As you are well aware, moving averages   calculate the average price of a currency pair over specific time frames. Ask most traders, and they’ll tell you that moving averages is their favorite indicator. Why? Because moving averages is a better reflector of the speed of light changes occurring on the market. With moving averages, you put in your  order when price dips and touches the moving average.

Now since we’ve already covered moving averages on this blog, we’re not going into much detail. So for the rest of you if you want to refresh your knowledge on moving averages, or you’ve stumbled in here wanting to know about moving averages, check  on  We’re Moving Averages Part I and  We Are Moving Averages Part II.

Let’s take a look at a 15 minute GBP/USD chart using the 50 EMA Moving averages can also act as dynamic support and resistance

Looks like the 50 EMA is holding its own fairly well. Whenever it took a hit from the pair, it resisted strongly, forcing price to bounce back like a ping ball. Keep in mind that there is no such thing as a perfect bounce. There are times when price will miss the barrier a little bit before heading back in the trend.

There are also times when price will say “The heck with this. Let me just blast through the line altogether.” What you could  do in this situation is that you set up two moving averages , and ONLY put in a buy order when price hits the middle of the space between the two moving averages.

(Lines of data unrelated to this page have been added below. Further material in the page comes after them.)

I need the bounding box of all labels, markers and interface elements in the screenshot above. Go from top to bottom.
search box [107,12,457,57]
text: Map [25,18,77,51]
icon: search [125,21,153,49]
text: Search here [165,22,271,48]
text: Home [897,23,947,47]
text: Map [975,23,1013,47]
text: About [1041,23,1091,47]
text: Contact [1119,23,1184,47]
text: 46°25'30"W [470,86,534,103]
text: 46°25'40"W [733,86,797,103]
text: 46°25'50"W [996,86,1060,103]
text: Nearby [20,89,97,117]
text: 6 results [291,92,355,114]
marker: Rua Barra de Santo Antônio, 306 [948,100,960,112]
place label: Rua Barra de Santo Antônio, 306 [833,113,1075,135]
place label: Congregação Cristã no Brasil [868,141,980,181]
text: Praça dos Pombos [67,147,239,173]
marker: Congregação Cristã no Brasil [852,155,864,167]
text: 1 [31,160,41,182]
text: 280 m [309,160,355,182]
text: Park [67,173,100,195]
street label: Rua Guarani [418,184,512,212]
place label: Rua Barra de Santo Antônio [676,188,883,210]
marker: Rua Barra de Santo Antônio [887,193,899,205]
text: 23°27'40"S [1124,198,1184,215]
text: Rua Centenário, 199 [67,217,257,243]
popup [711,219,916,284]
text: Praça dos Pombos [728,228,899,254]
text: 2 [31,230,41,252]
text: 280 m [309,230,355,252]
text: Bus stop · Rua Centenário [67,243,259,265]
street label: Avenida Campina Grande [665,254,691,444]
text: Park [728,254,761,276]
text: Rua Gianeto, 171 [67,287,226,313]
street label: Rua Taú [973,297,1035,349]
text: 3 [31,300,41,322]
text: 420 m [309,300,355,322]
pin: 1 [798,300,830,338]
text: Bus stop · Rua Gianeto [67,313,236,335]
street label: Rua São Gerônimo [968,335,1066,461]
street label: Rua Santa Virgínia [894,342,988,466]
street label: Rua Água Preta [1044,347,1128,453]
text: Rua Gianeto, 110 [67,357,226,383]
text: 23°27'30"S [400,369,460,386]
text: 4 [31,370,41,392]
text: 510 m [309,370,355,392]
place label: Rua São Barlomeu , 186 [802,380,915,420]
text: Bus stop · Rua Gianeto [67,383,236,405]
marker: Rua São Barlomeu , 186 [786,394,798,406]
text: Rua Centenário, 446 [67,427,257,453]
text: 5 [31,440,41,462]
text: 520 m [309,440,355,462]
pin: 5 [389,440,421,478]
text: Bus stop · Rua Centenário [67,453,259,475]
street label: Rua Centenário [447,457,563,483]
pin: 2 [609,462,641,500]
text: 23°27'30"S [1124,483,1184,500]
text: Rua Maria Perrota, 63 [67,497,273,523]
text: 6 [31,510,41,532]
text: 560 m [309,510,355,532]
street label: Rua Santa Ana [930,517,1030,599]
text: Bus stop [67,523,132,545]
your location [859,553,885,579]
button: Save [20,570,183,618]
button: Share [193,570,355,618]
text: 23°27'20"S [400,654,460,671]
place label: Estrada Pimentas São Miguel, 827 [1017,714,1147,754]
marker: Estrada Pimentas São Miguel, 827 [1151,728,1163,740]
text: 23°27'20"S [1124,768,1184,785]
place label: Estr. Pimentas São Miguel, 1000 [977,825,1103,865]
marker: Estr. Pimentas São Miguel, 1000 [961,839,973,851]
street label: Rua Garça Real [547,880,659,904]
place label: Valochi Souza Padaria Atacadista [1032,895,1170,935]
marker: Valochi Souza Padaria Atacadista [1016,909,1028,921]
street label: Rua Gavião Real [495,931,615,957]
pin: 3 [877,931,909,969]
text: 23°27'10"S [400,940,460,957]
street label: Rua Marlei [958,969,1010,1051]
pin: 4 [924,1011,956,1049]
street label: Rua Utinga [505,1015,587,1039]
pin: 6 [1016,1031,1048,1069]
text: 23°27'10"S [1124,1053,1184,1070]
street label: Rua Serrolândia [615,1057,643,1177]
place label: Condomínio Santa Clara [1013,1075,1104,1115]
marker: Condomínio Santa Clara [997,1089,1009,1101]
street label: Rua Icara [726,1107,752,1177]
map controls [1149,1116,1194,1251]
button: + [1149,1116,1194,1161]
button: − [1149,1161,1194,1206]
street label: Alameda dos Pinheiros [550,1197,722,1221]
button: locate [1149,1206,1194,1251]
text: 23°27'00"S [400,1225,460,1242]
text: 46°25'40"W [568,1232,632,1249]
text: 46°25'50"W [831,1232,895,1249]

Let’s take a look at the 15 minute GBP/USD chart, this time using the 10 and 20 EMA’s.Area between moving averages can be a zone of support or resistance


As you can see price climbs past the 10 EMA by a few pips. But then it proceeds to take a tumble afterwards. The whole idea is that moving averages should be treated as zones of interest just like the traditional support and resistance levels. Why? Because that’s where the price action is. Thus, the middle space between moving averages could   be considered a zone of support and resistance.

Which brings us to a burning question?

Can Moving Averages Be Penetrated?

Of Course Yes. Just like any other support and resistance level, moving averages can also break and fold. Let’s take another look  at the 50 EMA on the the 15 minute GBP/USD chart.

As you can see, the 50 EMA is holding firm as GBP/USD keeps ping ponging off the barrier. Unfortunately, repeated body punches sustained by the 50 EMA forces it to bend over, creating the escape the bulls need to head for the hills. Price, feeling so confident all of a sudden pulls back and decides to hit the 50 EMA some more at the support level. Unfortunately for the bears, they run into a bulwark of a 50 EMA at the support level.

Because of the dynamic persona of moving averages, you don’t need to stare at your PC all day. Why? Because it’s always changing. All you have to do  is something popularly termed “Set and Forget.: You set the moving averages on your screen and go grab a cold drink outside the house while the moving averages spot potential  resistance and support trading zones. In other words, GO AND SMELL THE ROSES.

The next tool is

Price Channel

The price channel is another useful tool as far as dynamic support and resistance levels go. The price channel is similar to the traditional trend line, except that it has another trend line running parallel to it. So within the layout of the price channel, you have well defined limits for tops and bottoms.

I guess the first question we need to ask is:

How Do We Trade The Price Channel?

We first start by drawing a line on the chart. To do that we start by identifying a price in the price action where the tops and bottoms are moving with similar gusto. If your eyes are glued on the uptrend, you can draw a line through the tops and bottom. Then draw another line parallel to the first line, which passes through the tops of the price action. If you are able to accomplish these two procedures, you have yourself a price channel.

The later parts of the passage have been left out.